▶ GIVEN RECORDS:
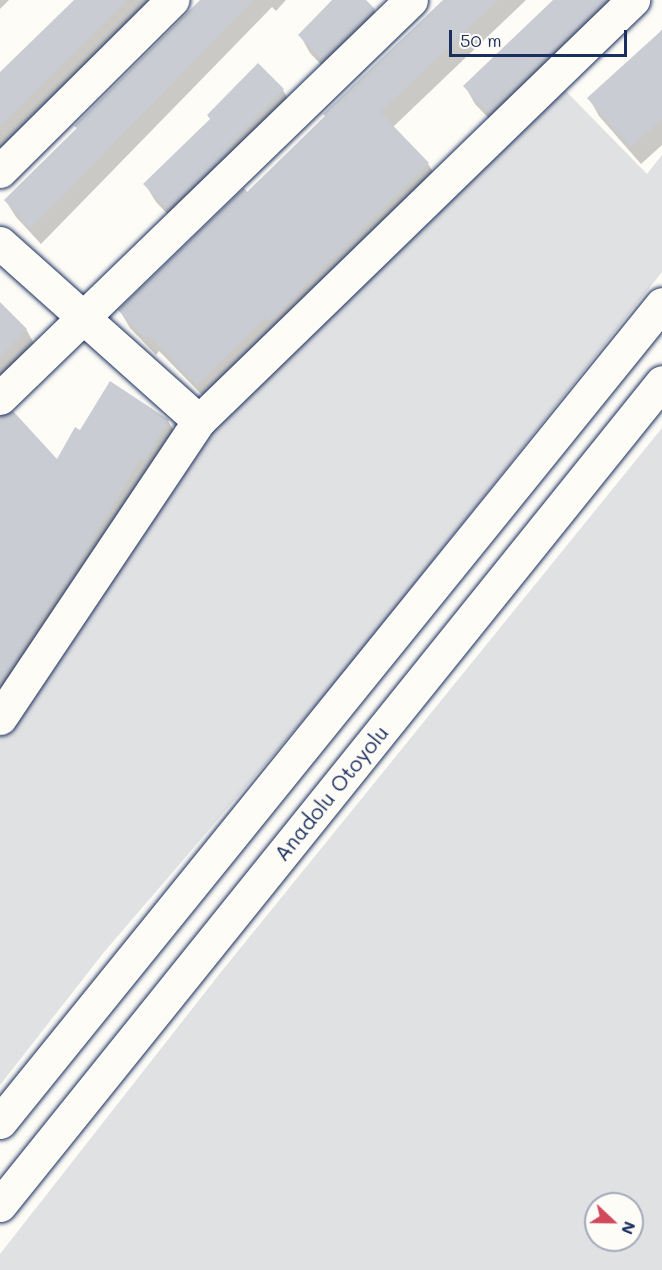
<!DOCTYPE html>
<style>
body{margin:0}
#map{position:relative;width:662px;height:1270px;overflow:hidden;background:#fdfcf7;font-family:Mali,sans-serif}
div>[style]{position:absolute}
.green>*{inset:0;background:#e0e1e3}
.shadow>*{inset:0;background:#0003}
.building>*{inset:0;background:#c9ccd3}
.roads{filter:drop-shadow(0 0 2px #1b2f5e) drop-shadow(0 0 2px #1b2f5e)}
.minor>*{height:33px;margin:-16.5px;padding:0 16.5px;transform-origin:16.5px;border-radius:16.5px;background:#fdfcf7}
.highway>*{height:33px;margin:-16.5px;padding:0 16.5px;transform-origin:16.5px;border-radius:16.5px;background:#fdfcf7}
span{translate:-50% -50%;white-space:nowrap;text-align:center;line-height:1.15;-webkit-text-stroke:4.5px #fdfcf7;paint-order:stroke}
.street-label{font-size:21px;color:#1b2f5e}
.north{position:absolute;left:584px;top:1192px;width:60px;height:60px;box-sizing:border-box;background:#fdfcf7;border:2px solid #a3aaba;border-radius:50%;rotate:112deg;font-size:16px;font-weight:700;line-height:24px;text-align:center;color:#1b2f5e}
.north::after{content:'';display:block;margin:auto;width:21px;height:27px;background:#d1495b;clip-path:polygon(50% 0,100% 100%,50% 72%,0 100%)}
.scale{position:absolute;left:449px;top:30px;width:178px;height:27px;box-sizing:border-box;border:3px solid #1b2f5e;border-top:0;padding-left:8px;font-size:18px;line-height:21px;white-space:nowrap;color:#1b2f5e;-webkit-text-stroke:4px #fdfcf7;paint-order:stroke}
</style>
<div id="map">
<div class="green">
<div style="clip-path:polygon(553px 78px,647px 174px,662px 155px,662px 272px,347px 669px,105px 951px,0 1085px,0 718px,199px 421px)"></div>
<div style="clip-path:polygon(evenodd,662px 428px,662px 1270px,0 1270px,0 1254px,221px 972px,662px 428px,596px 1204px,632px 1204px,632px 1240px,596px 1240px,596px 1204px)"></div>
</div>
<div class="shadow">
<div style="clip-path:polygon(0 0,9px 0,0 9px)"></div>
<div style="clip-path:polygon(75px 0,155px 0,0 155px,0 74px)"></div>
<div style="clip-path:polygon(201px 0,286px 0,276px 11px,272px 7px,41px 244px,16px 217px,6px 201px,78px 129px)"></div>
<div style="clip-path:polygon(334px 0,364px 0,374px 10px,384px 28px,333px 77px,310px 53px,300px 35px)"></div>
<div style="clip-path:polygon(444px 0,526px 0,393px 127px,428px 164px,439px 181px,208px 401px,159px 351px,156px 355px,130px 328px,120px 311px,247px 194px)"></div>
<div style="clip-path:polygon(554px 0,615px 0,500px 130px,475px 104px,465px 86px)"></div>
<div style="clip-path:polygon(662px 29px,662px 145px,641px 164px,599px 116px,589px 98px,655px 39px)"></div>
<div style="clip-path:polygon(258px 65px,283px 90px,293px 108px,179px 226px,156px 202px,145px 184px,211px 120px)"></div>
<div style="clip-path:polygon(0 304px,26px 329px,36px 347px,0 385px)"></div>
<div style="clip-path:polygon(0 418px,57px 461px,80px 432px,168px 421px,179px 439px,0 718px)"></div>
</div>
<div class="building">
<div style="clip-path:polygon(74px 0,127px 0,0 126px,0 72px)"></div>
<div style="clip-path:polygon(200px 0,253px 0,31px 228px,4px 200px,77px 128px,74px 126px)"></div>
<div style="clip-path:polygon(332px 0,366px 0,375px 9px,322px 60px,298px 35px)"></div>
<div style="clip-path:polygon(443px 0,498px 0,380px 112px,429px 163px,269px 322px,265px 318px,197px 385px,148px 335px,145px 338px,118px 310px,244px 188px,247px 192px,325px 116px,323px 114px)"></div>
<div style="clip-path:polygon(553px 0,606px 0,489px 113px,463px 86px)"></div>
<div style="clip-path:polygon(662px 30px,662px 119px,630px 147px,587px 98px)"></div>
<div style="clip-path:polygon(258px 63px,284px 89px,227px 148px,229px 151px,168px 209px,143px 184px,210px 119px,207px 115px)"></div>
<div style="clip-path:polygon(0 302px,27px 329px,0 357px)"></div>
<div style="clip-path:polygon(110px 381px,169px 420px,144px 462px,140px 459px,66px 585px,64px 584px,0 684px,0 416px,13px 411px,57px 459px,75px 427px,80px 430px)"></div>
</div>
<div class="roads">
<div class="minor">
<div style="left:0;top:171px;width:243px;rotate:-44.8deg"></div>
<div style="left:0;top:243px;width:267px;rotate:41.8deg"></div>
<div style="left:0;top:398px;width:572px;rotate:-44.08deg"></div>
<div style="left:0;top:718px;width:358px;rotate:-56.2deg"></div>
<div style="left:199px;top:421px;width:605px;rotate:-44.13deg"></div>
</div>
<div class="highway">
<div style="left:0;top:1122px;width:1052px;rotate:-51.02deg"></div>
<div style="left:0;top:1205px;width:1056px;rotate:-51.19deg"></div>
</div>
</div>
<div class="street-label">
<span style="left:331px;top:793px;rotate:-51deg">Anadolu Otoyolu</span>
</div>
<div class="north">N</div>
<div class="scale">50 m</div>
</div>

▶ REQUIREMENT: With every picture omitted, write out the material exactly from its first line through the line containing "2px #1b2f5e) drop-shadow(0".

▶ ANSWER SPACE:
<!DOCTYPE html>
<style>
body{margin:0}
#map{position:relative;width:662px;height:1270px;overflow:hidden;background:#fdfcf7;font-family:Mali,sans-serif}
div>[style]{position:absolute}
.green>*{inset:0;background:#e0e1e3}
.shadow>*{inset:0;background:#0003}
.building>*{inset:0;background:#c9ccd3}
.roads{filter:drop-shadow(0 0 2px #1b2f5e) drop-shadow(0 0 2px #1b2f5e)}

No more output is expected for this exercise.